Below is a listing; repeat exactly the lines from the one containing "context.strokeStyle = halo;" to the one containing "if (halo) context.strokeText(text, 0, 0);", both included.
Records provided Block Start
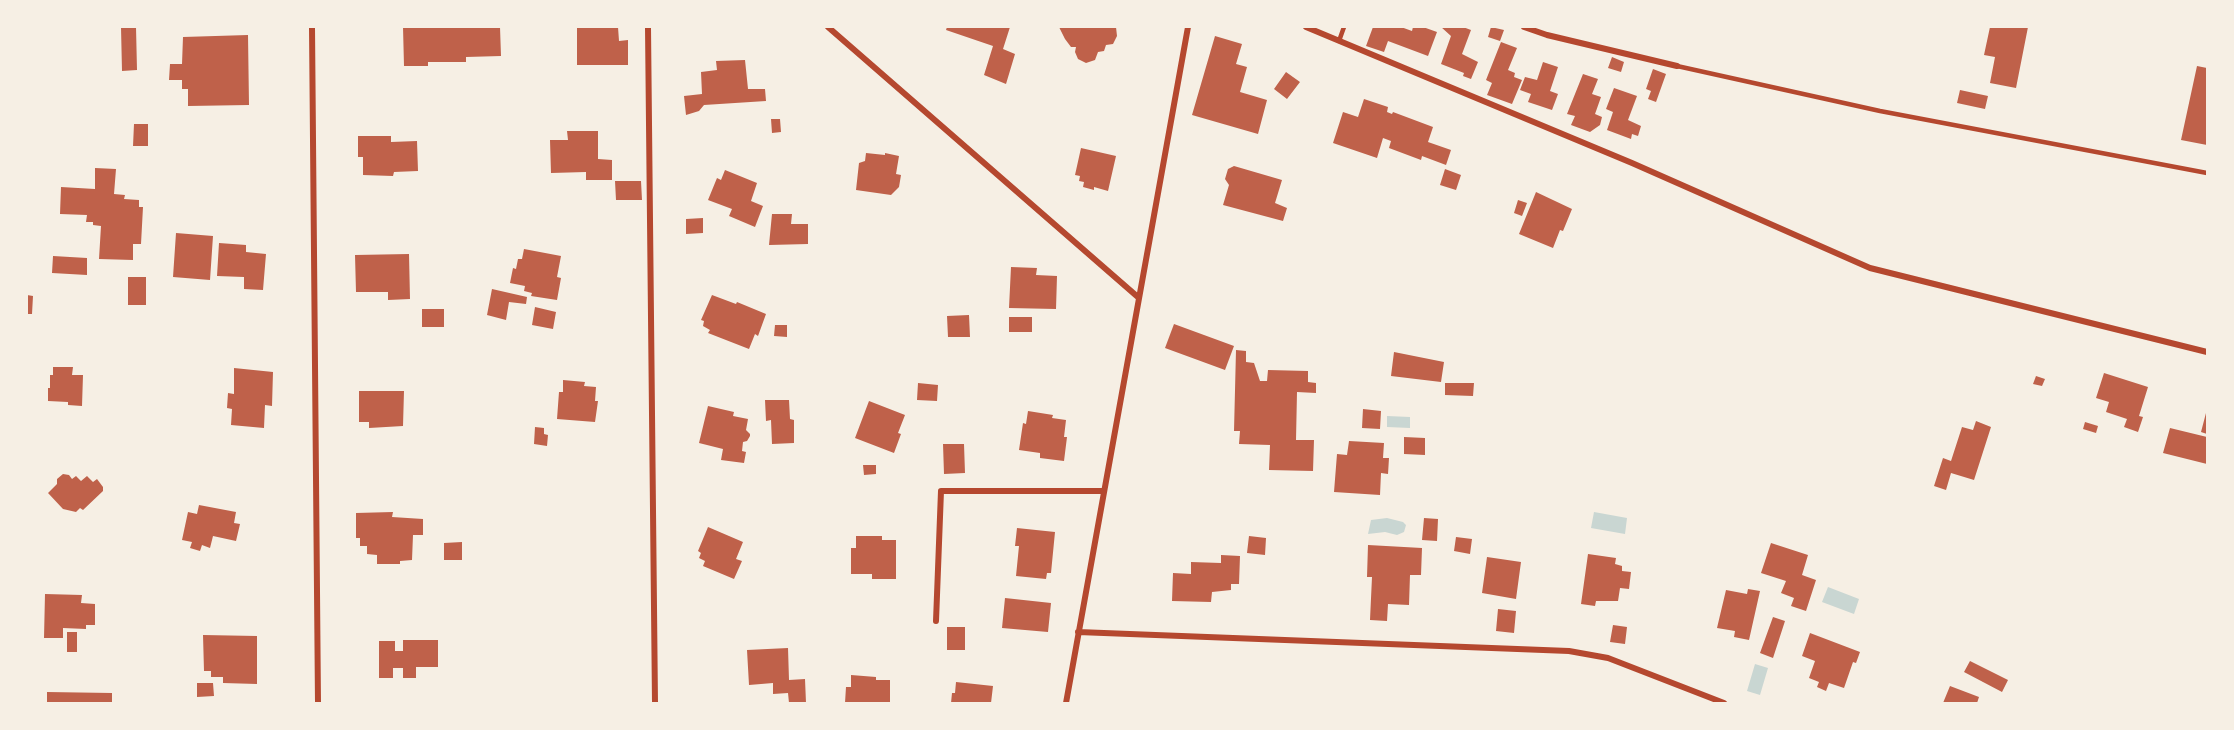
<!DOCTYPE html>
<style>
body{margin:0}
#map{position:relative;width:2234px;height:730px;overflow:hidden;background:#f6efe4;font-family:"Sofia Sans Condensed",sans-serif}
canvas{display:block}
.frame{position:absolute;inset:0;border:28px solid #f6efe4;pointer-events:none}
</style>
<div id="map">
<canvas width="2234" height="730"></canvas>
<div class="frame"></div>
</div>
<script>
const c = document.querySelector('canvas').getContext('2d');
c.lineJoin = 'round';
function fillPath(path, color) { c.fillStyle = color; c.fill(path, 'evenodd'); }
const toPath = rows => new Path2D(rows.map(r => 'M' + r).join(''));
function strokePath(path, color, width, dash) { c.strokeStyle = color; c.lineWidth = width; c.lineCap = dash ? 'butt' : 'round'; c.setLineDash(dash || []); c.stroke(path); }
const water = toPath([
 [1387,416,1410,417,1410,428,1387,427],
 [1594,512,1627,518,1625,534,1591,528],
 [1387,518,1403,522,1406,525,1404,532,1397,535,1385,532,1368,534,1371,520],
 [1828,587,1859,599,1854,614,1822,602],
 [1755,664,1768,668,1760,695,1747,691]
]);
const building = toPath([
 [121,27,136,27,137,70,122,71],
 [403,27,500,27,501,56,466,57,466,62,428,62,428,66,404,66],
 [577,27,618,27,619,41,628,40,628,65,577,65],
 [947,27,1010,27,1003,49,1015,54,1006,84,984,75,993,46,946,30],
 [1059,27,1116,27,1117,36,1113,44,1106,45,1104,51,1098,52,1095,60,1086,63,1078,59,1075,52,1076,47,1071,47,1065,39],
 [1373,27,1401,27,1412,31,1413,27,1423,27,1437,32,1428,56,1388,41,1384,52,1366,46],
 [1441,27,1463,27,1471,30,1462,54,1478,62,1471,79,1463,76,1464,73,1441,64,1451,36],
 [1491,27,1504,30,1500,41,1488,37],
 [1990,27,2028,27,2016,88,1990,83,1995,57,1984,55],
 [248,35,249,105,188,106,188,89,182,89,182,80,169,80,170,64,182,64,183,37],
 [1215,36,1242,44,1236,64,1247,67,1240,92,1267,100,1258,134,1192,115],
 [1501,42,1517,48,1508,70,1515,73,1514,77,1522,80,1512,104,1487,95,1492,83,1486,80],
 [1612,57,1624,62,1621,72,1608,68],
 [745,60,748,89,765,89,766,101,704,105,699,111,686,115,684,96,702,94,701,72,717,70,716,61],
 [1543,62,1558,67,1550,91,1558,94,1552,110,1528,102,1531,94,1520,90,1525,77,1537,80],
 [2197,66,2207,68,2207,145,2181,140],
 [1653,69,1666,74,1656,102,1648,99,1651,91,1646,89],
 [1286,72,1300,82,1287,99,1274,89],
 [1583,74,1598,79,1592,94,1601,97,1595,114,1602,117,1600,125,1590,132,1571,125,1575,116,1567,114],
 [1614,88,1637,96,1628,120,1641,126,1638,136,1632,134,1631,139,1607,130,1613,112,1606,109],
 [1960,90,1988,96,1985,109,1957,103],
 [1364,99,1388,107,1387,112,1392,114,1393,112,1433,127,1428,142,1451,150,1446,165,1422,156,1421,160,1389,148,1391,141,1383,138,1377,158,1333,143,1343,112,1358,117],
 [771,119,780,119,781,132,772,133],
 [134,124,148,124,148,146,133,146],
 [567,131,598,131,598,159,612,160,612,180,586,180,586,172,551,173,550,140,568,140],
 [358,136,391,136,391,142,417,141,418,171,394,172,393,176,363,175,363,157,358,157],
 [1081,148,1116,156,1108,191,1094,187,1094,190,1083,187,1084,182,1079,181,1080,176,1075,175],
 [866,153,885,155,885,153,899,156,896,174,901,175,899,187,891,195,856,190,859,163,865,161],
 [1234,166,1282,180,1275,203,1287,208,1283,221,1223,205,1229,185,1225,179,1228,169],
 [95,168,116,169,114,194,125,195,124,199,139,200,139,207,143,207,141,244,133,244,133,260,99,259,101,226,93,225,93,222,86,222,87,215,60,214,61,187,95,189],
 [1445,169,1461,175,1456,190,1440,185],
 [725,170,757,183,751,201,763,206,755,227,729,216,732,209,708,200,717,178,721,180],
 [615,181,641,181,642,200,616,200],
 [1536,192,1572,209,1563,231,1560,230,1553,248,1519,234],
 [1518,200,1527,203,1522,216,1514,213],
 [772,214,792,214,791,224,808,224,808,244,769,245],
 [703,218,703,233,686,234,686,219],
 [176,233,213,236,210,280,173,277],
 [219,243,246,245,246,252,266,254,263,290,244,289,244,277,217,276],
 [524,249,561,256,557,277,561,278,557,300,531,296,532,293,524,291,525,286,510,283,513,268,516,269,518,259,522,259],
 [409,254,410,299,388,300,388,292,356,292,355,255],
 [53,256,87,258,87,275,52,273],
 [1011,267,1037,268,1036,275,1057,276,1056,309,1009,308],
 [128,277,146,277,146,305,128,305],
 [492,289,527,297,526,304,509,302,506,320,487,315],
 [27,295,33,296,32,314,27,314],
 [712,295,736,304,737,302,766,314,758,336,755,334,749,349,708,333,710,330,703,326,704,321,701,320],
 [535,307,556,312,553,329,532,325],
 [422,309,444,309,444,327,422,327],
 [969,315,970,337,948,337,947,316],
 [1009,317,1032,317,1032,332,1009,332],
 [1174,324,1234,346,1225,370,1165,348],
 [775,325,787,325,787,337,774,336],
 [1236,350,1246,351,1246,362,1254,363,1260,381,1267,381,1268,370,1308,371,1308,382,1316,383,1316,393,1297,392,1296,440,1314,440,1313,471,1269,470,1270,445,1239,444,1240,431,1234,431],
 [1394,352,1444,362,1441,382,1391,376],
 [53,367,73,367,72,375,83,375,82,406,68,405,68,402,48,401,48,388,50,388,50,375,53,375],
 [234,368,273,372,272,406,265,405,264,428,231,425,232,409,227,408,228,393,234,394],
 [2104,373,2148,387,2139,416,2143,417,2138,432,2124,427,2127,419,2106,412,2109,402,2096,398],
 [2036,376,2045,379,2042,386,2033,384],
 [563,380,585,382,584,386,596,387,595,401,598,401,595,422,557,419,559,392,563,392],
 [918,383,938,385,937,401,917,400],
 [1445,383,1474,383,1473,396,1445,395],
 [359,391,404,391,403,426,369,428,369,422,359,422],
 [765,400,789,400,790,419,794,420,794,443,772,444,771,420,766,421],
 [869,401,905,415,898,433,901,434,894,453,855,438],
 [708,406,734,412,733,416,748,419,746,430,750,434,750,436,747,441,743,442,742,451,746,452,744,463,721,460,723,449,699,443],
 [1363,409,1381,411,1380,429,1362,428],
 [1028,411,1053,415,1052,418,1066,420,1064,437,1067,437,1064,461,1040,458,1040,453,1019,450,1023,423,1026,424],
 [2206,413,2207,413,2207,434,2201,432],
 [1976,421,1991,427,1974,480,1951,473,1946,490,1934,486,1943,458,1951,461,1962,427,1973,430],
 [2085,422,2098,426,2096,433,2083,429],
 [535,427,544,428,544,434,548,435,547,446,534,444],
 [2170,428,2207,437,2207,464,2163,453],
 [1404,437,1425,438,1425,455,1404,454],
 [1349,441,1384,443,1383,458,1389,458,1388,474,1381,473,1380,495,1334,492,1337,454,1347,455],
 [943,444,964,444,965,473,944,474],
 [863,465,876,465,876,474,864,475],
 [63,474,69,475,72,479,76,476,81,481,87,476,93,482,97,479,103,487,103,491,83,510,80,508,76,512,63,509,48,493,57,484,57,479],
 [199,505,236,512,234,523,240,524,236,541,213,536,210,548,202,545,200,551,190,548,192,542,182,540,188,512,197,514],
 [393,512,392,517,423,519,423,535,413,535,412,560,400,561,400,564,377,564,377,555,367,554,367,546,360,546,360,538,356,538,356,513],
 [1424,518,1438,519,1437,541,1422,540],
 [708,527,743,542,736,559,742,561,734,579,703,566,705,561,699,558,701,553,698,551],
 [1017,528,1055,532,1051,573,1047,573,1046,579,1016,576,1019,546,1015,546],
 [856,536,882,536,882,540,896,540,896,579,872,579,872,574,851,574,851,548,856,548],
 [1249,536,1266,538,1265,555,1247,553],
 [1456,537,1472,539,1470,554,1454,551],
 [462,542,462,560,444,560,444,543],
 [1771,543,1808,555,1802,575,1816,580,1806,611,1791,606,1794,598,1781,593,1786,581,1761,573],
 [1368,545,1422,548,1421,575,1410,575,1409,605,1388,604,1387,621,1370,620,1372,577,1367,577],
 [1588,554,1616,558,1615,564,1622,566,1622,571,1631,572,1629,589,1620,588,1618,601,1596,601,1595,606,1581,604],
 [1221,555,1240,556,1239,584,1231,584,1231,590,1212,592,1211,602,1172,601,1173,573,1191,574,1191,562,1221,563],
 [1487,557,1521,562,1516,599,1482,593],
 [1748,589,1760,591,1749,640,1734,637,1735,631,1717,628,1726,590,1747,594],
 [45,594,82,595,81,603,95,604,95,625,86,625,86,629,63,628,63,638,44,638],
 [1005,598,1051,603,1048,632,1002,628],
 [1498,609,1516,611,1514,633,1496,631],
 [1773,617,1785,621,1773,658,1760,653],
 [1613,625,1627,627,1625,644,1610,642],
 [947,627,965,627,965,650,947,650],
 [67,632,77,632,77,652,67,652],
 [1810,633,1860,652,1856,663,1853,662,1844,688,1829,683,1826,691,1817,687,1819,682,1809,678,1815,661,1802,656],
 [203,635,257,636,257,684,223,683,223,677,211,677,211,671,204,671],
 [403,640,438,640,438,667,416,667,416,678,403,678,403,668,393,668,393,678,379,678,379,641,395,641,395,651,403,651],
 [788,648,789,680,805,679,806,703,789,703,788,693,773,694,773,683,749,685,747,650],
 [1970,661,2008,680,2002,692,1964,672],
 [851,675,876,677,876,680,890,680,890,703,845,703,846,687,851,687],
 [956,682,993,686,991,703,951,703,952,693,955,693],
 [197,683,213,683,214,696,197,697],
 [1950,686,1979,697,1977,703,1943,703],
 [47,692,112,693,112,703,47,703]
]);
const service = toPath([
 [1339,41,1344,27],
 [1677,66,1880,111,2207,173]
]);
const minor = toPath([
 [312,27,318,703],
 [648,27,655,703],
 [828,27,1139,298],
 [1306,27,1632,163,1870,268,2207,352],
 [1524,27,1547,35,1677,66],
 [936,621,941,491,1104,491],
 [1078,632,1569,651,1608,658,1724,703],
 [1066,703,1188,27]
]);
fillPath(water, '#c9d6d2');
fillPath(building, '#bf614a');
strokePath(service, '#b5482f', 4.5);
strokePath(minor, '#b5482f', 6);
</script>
Records provided Block End
Records provided Block Start
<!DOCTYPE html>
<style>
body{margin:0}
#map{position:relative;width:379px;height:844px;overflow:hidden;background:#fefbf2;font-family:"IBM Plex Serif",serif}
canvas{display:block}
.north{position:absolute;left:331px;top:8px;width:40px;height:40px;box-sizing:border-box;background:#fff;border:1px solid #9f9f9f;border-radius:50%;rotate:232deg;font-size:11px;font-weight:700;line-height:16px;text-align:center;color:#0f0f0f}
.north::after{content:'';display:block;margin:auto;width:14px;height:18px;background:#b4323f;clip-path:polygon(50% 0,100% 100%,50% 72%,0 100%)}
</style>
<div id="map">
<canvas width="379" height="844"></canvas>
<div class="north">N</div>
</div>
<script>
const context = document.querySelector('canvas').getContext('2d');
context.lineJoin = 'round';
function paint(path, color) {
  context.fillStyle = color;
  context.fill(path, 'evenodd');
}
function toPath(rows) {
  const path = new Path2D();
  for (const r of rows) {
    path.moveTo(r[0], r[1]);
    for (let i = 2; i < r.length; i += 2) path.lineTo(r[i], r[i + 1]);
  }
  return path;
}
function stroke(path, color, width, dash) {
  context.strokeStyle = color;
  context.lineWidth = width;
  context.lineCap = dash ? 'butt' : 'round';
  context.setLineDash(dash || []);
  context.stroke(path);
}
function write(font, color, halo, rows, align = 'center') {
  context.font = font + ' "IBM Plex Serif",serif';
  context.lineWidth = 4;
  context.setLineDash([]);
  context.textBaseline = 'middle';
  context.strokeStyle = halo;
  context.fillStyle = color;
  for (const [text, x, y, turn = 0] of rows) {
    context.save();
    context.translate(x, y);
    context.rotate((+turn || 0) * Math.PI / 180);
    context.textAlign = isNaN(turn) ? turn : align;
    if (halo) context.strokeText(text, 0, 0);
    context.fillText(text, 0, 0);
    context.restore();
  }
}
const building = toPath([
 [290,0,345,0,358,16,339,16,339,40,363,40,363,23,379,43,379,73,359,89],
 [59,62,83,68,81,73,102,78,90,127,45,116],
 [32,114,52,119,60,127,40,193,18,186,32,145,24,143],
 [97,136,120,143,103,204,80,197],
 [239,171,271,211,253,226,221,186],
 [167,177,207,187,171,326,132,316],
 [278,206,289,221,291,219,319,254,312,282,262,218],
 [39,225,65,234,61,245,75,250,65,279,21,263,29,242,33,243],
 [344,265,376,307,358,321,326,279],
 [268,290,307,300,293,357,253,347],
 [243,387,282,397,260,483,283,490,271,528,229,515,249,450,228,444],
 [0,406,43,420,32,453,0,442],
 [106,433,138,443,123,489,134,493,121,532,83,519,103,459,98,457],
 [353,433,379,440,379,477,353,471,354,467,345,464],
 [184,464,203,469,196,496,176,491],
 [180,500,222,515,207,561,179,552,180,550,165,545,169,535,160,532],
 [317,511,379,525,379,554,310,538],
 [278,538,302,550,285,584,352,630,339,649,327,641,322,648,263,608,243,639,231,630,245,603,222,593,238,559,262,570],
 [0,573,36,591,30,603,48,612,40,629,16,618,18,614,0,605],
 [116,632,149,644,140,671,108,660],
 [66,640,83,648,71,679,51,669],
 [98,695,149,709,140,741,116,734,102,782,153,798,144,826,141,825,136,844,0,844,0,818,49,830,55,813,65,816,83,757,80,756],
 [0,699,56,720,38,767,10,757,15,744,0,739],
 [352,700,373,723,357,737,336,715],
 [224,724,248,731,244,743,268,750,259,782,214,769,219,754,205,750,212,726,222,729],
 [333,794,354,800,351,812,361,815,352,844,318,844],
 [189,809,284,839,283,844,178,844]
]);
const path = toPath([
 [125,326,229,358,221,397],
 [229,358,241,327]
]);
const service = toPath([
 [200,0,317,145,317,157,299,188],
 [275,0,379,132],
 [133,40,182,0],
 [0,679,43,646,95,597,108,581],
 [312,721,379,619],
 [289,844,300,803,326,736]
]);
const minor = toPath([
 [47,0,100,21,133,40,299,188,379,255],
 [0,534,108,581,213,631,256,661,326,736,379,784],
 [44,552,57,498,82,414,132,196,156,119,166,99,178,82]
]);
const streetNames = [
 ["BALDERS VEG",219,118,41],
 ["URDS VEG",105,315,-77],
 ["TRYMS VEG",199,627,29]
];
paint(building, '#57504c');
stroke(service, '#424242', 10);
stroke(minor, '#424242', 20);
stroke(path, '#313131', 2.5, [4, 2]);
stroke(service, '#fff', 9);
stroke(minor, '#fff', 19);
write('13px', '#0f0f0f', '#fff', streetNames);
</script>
Records provided Block End
Answer section:
  context.strokeStyle = halo;
  context.fillStyle = color;
  for (const [text, x, y, turn = 0] of rows) {
    context.save();
    context.translate(x, y);
    context.rotate((+turn || 0) * Math.PI / 180);
    context.textAlign = isNaN(turn) ? turn : align;
    if (halo) context.strokeText(text, 0, 0);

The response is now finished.